Nell'Antica Grecia le opere sono liberamente riproducibili in mancanza di specifiche disposizioni legislative. Gli autori sono comunque tenuti in grande considerazione e ottengono lauti compensi dai committenti. L'indebita appropriazione di paternità è oggetto di condanna, anche se è operata una distinzione tra opere letterarie e opere dell'arte plastica e figurativa.
In Roma nessun diritto patrimoniale è riconosciuto agli autori di opere dell'ingegno, ma solo al librario o all'editore che ha il possesso del manoscritto. E' però difesa la paternità dell'opera, e sono riconosciti all'autore il diritto di non pubblicare l'opera e il diritto di mantenerla inedita.
Una volta che l'opera è pubblicata (tramite una prima lettura in pubblico, o la diffusione tramite manoscritto), i diritti attengono alla cosa materiale che ne costituisce il supporto.
Con la caduta dell'Impero Romano, la cultura si rifugia nei monasteri, nelle corti, o in pochi centri abitati di una certa rilevanza. Solo con il sorgere delle Università si sviluppa una domanda di copie di testi letterari, e, di conseguenza, un mercato degli stessi. Nascono così le prime officine scrittorie.
Un primo barlume di tutela viene perciò a svilupparsi, grazie all'invenzione della stampa, nella tarda metà del quindicesimo secolo a Venezia, sotto la forma di privilegio (di stampa), concesso dapprima agli editori e agli stampatori. Successivamente il sistema dei privilegi si estende e, in considerazione del lavoro creativo, dello studio e della fatica che comporta la genesi di un'opera, la tutela è attribuita anche all'autore, al quale è riconosciuta la facoltà di prestare il consenso per la pubblicazione della propria opera.

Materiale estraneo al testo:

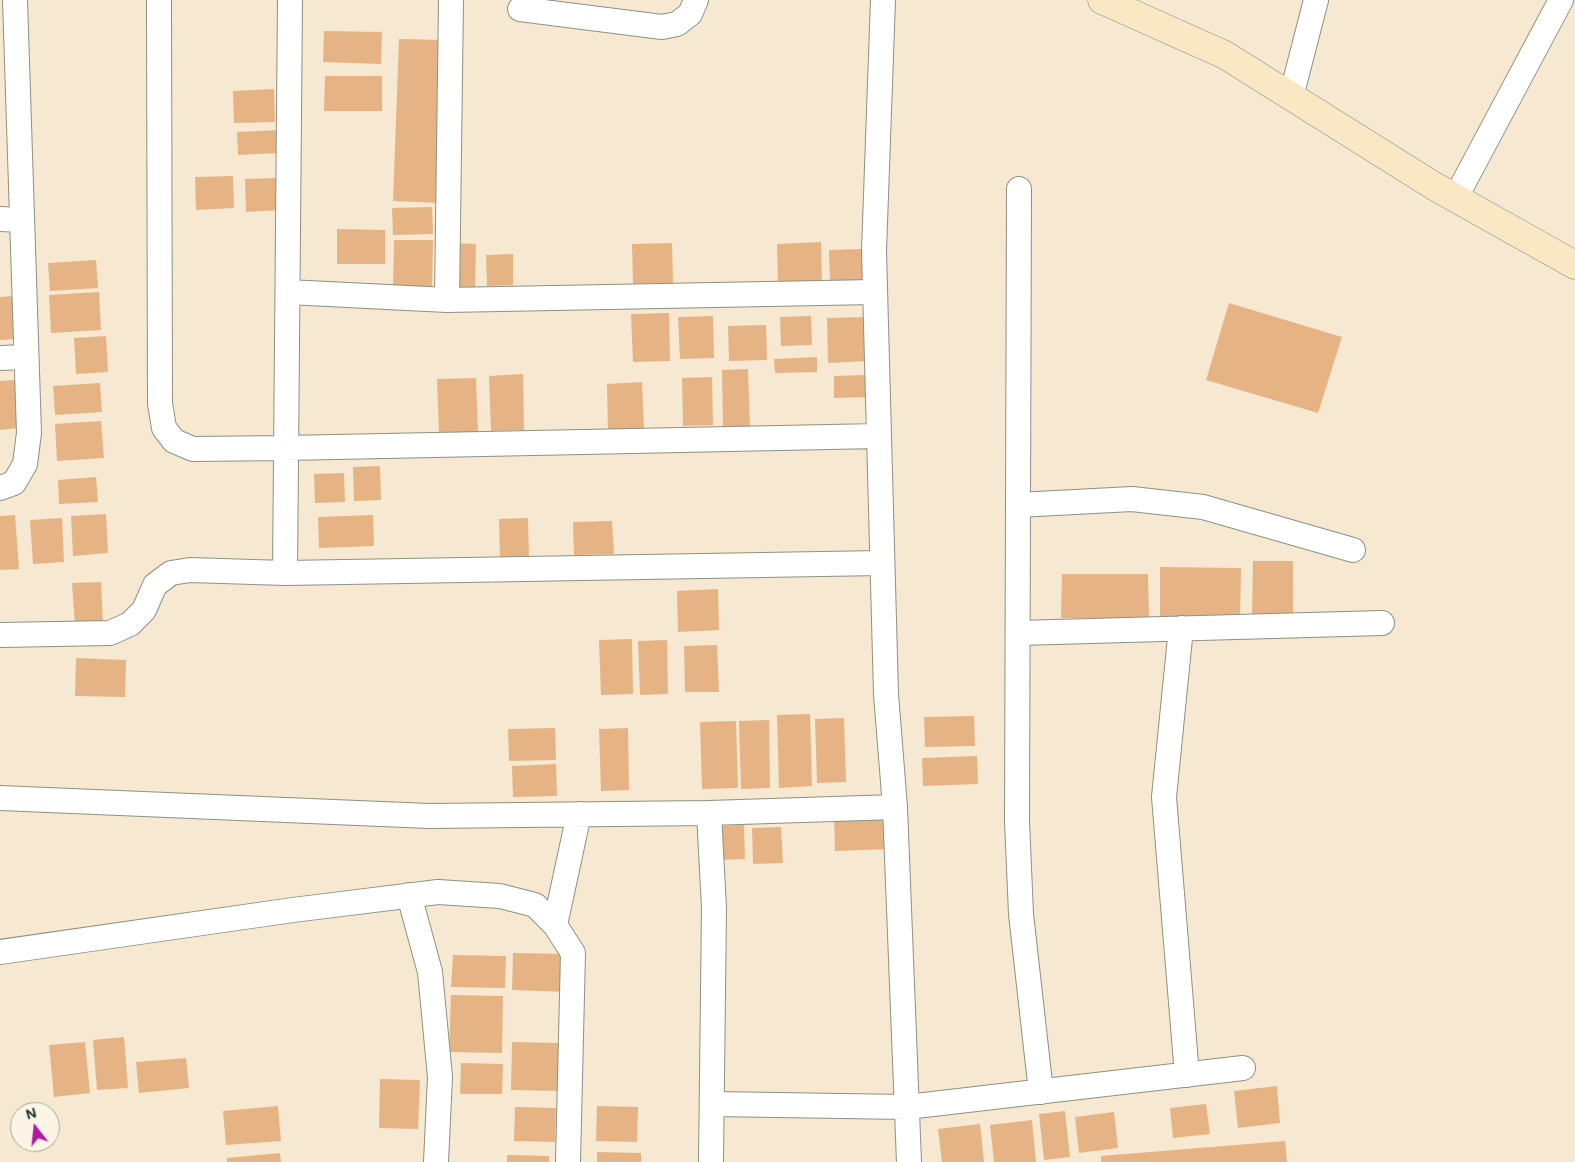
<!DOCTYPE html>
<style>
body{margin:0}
#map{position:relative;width:1575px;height:1162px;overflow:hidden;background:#f7e8d1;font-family:Mali,sans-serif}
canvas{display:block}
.north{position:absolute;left:10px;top:1102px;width:50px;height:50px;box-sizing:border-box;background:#fcf5e5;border:1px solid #a4ab9e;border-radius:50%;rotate:344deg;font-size:14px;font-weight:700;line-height:20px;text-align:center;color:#1f3d34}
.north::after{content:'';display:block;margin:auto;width:18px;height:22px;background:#b5179e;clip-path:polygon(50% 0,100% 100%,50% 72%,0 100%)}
</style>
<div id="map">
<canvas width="1575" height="1162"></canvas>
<div class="north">N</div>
</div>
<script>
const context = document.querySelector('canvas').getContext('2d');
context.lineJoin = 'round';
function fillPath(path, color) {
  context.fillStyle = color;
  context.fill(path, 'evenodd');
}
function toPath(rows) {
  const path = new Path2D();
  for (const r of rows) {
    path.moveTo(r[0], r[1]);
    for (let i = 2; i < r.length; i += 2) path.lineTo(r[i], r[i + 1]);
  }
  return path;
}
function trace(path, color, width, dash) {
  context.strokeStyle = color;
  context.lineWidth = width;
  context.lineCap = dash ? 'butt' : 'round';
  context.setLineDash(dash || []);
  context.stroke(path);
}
fillPath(toPath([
 [324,31,382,32,381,64,323,62],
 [399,39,446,40,439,203,393,201],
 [325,76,382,76,382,111,324,111],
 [274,89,275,122,234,123,233,91],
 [279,130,279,153,238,155,237,132],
 [233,176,234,208,196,210,195,177],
 [279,178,280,210,246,212,245,179],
 [432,207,433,234,393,235,392,208],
 [337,229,385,230,385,264,337,264],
 [394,240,433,240,432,292,393,291],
 [821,242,822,285,778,286,777,244],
 [453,243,476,244,475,291,452,291],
 [672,243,673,283,633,284,632,244],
 [862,249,863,281,830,282,829,250],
 [513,254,513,285,487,286,486,255],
 [96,260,98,288,50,291,48,263],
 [99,292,101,330,51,333,49,295],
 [12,296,15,339,0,340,0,297],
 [1229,303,1342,337,1318,413,1206,380],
 [669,313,670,361,633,362,631,314],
 [713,316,714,358,680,359,678,317],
 [811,316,812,345,781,346,780,317],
 [867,317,868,361,828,363,827,318],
 [766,325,767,360,729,361,728,326],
 [106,336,108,372,76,374,74,338],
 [817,357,817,372,775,373,774,359],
 [748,369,750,427,723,428,722,370],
 [523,374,524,430,491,431,489,376],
 [866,375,866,397,834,398,834,376],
 [712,377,713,425,683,426,682,378],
 [476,378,478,433,439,434,437,379],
 [15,380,18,428,0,430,0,381],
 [642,382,644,430,608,431,607,384],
 [100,383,102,412,55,415,53,386],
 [101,421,104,458,57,461,55,424],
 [380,466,381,500,354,501,353,467],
 [344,473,345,502,315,503,314,474],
 [96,477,98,502,59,504,58,480],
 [106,514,108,553,73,556,71,516],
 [15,515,19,569,0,570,0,516],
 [373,515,374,546,319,548,318,517],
 [62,518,64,562,33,564,30,520],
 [528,518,529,558,500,559,499,519],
 [612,521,614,554,574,555,573,522],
 [1253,561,1293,561,1293,614,1252,615],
 [1160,567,1241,568,1240,620,1160,619],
 [1062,574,1148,574,1149,618,1061,618],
 [101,582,103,625,75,626,72,583],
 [718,589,719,630,678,632,677,591],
 [632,639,633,694,601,695,599,640],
 [667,640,668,694,640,695,638,641],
 [717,645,719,692,685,692,684,646],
 [76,658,126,660,125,697,75,696],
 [810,714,812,786,779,788,777,715],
 [974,716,975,746,925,747,924,717],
 [844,718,846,782,817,783,815,719],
 [769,720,770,788,741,789,739,721],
 [736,721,738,788,702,789,700,722],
 [555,728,556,760,509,761,508,729],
 [628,728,629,790,601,791,599,729],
 [977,756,978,784,923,786,922,758],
 [556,764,557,796,513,797,512,766],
 [889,813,890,849,835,851,834,815],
 [744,825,745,859,720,860,718,826],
 [781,827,783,863,753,864,752,828],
 [513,953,568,954,568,992,512,990],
 [453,955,506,956,505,988,451,987],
 [451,995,503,996,502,1053,449,1052],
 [124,1037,128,1088,97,1090,93,1040],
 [85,1042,90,1093,54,1097,49,1045],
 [512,1042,560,1043,559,1091,511,1090],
 [186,1058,189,1088,139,1093,136,1062],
 [461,1063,503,1064,502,1094,460,1094],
 [380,1079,420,1080,418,1129,379,1128],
 [1277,1086,1280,1123,1238,1128,1234,1091],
 [1206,1104,1210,1134,1173,1138,1170,1108],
 [278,1106,281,1141,226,1145,223,1111],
 [597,1106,638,1107,637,1142,596,1141],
 [515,1107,556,1108,555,1142,514,1141],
 [1065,1111,1070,1157,1044,1160,1039,1114],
 [1114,1112,1118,1148,1079,1153,1075,1117],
 [1032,1120,1036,1162,994,1162,990,1125],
 [980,1124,984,1162,942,1162,938,1129],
 [1285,1141,1287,1162,1101,1162,1101,1156],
 [597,1152,641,1153,641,1162,597,1162],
 [280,1153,281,1162,227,1162,227,1158],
 [507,1155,549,1156,549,1162,507,1162]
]), '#e6b484');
const street = toPath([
 [159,0,160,403,164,428,174,441,193,449,286,448,879,436],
 [290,0,285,573,882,563],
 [883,0,874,251,886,694,895,807,909,1162],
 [520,9,662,27,677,24,690,14,696,0],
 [1291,97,1316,0],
 [1019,189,1017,821,1021,914,1041,1092],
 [1456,197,1561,0],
 [0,219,22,220],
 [288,292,447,300,875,292],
 [447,300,451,0],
 [0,358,26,357],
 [0,488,14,483,25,464,29,433,15,0],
 [1018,505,1132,499,1203,507,1353,550],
 [1181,628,1164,797,1187,1075],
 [1018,633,1382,623],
 [0,635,110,633,130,624,144,610,155,585,171,573,190,570,285,573],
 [0,798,429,816,709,813,895,807],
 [709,813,714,908,711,1162],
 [409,895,430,972,440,1077,436,1162],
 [555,925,579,814],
 [0,952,293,910,438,892,500,896,535,905,555,925,573,953,568,1162],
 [712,1104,907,1107,1243,1068]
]);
const secondary = toPath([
 [1102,0,1225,55,1434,186,1575,265]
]);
trace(street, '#8b9282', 26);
trace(secondary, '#8b9282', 29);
trace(street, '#fff', 24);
trace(secondary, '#fae7c3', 28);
</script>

Tale sistema, debitamente ampliato, perdura fino al diciottesimo secolo, quando si giunge all'emanazione di leggi più organiche.
La più antica è lo Statuto della Regina Anna del 1709, che introduce in Inghilterra il copyright (diritto alla copia), seguita dalla legge federale degli Stati Uniti del 1790 e dalle leggi francesi rivoluzionarie del 1791 e del 1793, in cui si riconobbe finalmente l'esistenza di una proprietà letteraria e artistica. Successivamente tutti i principali stati europei si dotano di una legge a tutela del diritto d'autore
In Italia un primo decreto in materia è emanato dal governo rivoluzionario piemontese nel 1799, seguito da una legge più completa, promulgata nel 1801 nella Repubblica Cisalpina.
Successivamente, dopo la restaurazione, i diversi Stati della penisola pubblicano differenti provvedimenti legislativi: ma data la grossa frammentazione politica della penisola queste leggi erano quasi inutili per il loro limitato ambito applicativo. Per ovviare in parte a questo inconveniente, la Toscana, lo stato Sardo e l'Austria nel 1840 stipulano una convenzione per una protezione comune del diritto d'autore.
La prima vera legge italiana risale al 1865, subito dopo l'unificazione della penisola, e poi, tradotta nel testo unico 19 settembre 1881 n. 1012, rimane in vigore fino al 1925, quando è sostituita da una nuova normativa.